Opened 2 years ago

Closed 2 years ago

Last modified 2 years ago

#23290 closed defect (fixed)

Graph.merge_vertices() destroys loops

Reported by: zgershkoff Owned by:
Priority: minor Milestone: sage-8.0
Component: graph theory Keywords:
Cc: dcoudert, tscrim, Stefan Merged in:
Authors: Zach Gershkoff Reviewers: Stefan van Zwam, David Coudert
Report Upstream: N/A Work issues:
Branch: ff571d6 (Commits) Commit:
Dependencies: Stopgaps:

Description (last modified by zgershkoff)

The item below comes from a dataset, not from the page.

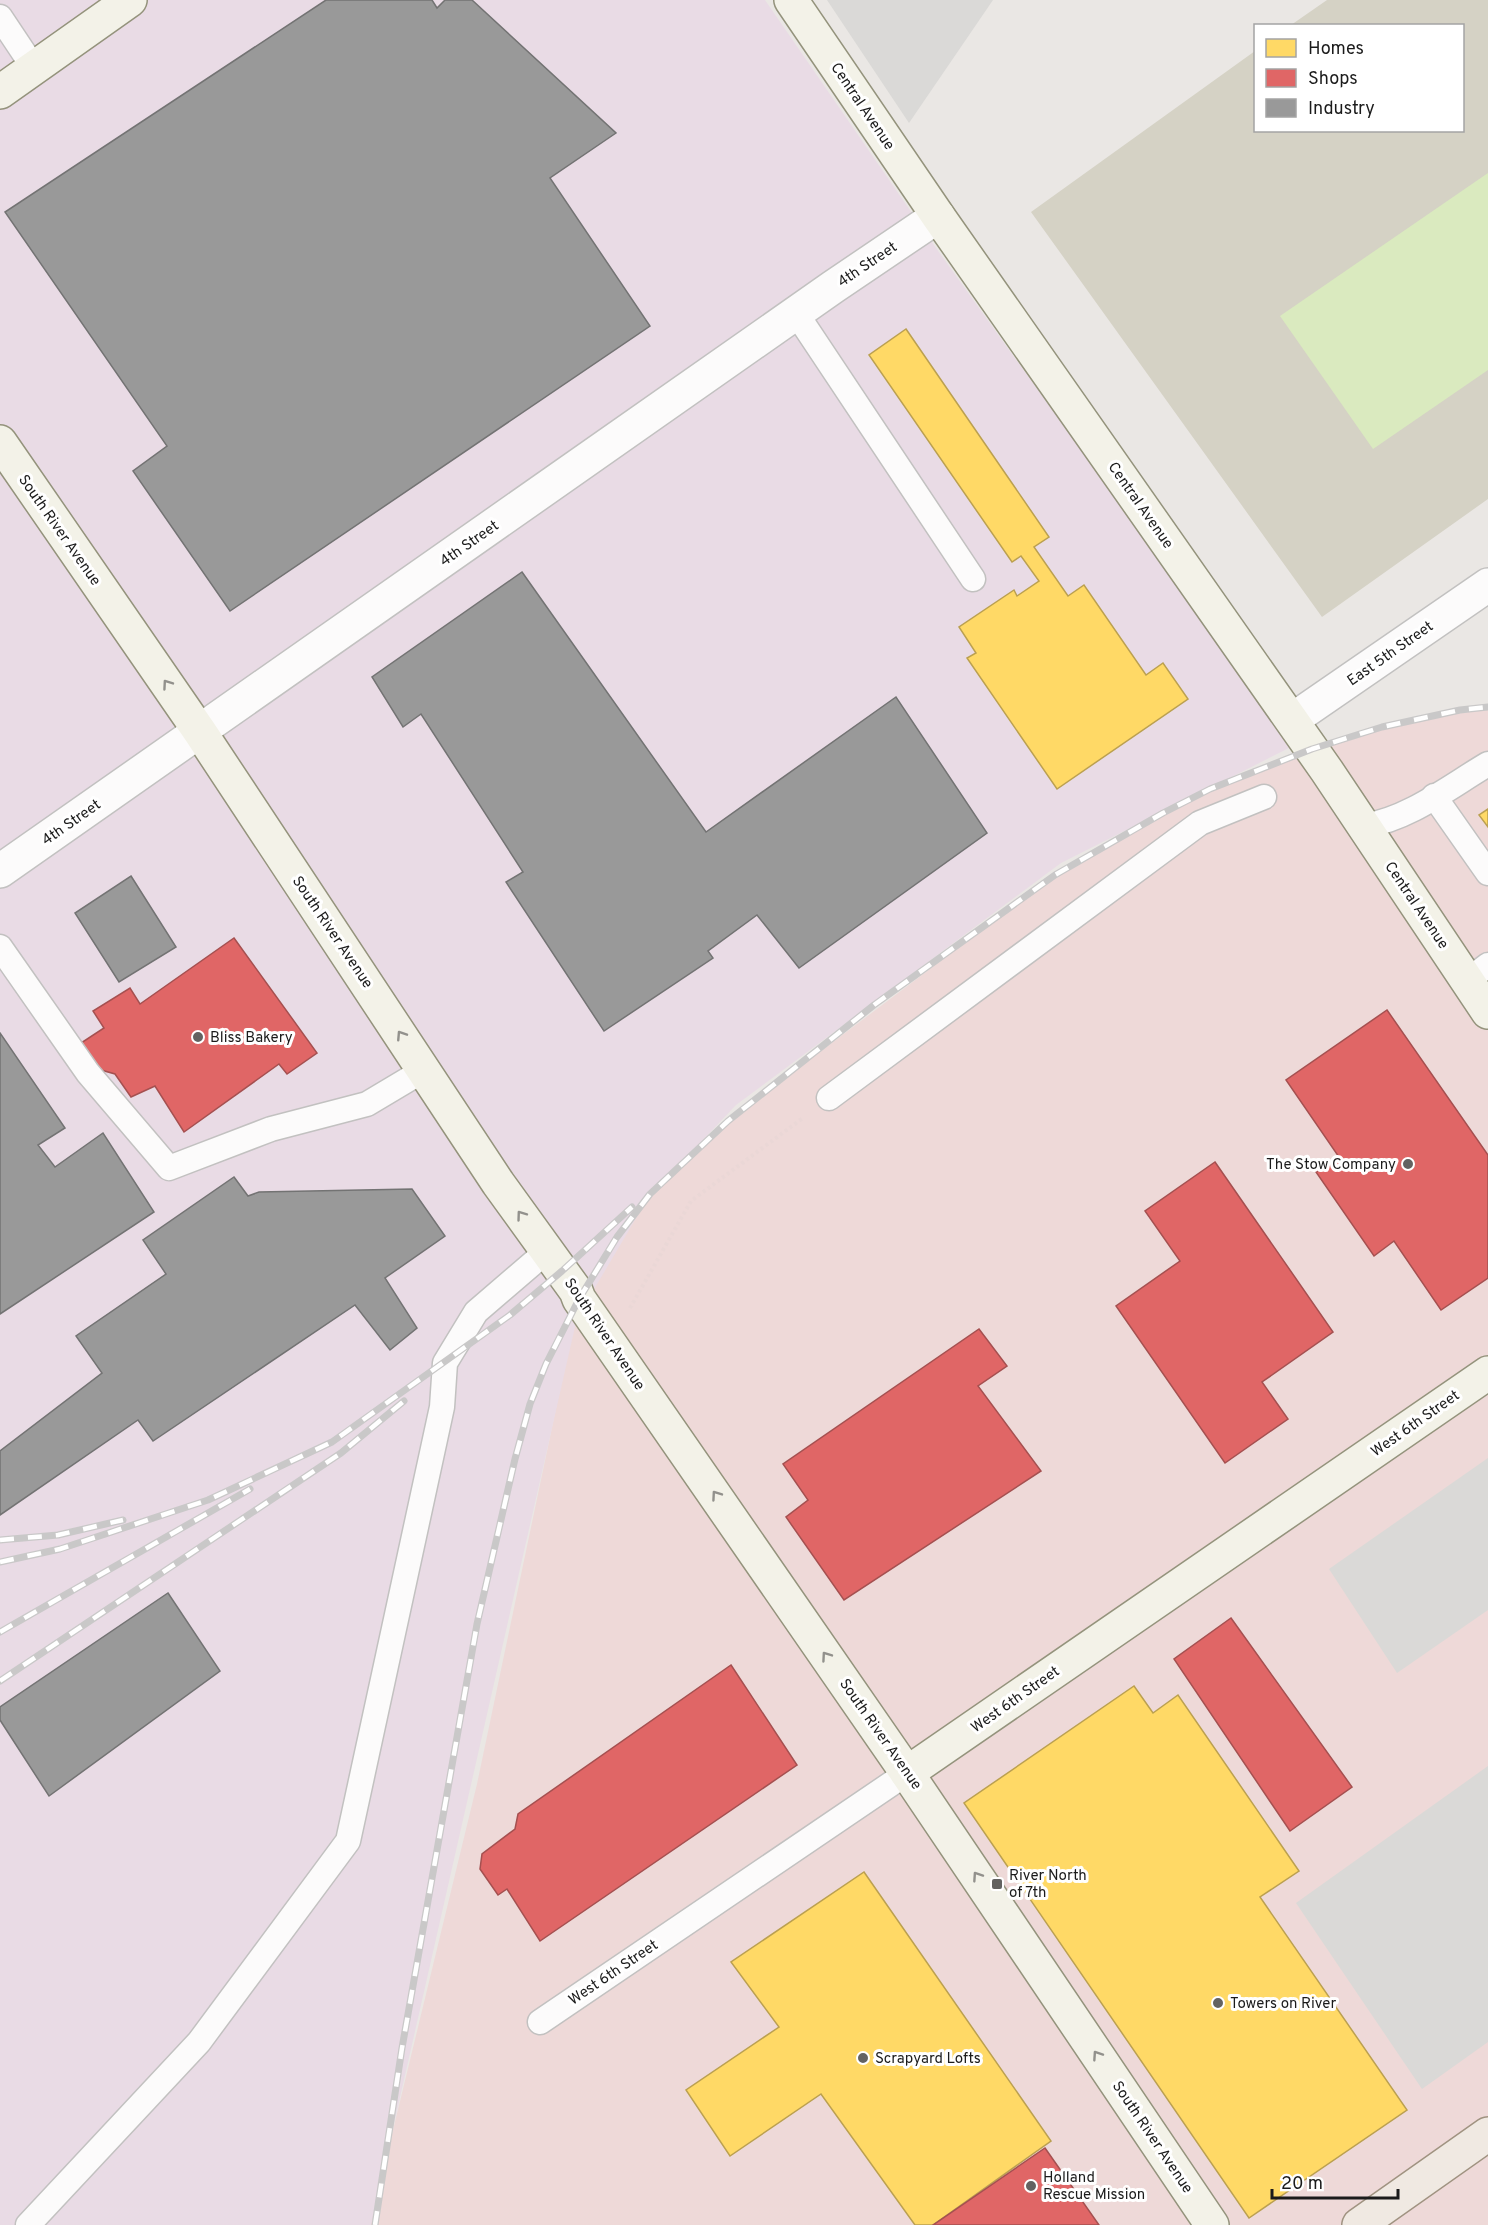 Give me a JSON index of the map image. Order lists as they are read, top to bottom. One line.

merge_vertices() accepts a list of vertices as input, but loops are lost unless they're on the first vertex.

Change History (17)

comment:1 Changed 2 years ago by zgershkoff

  • Authors set to Zachary Gershkoff
  • Cc dcoudert tscrim Stefan added
  • Component changed from PLEASE CHANGE to graph theory
  • Description modified (diff)
  • Priority changed from major to minor
  • Type changed from PLEASE CHANGE to defect
sage: edgelist = [(0,0,'a'), (0,1,'b'), (1,1,'c')]
sage: G = Graph(edgelist, loops=True, multiedges=True)
sage: G.merge_vertices([0,1]); G.edges()
[(0,0,'a')]

It looks like merge_vertices() works by computing the edge boundary between the specified set of vertices and the rest of the graph, then deleting all the vertices except the first one, then putting the edges back in.

So there are actually two issues here. (1) Loops not on the first vertex will be lost (because they're not in the edge boundary and their vertices get deleted), and (2) we'll lose other edges that are not in the edge boundary so they should become loops.

(1) is certainly a defect. I'm not so certain about (2) because I don't know if it's appropriate for this method to create loops. In fact, it's probably not.

Last edited 2 years ago by zgershkoff (previous) (diff)

comment:2 Changed 2 years ago by dcoudert

It is not an easy task to decide on the good behavior. See #10357 #9807 #7304 #7159.

comment:3 Changed 2 years ago by zgershkoff

In that case, I'll fix (1) and leave (2) for one of the other tickets.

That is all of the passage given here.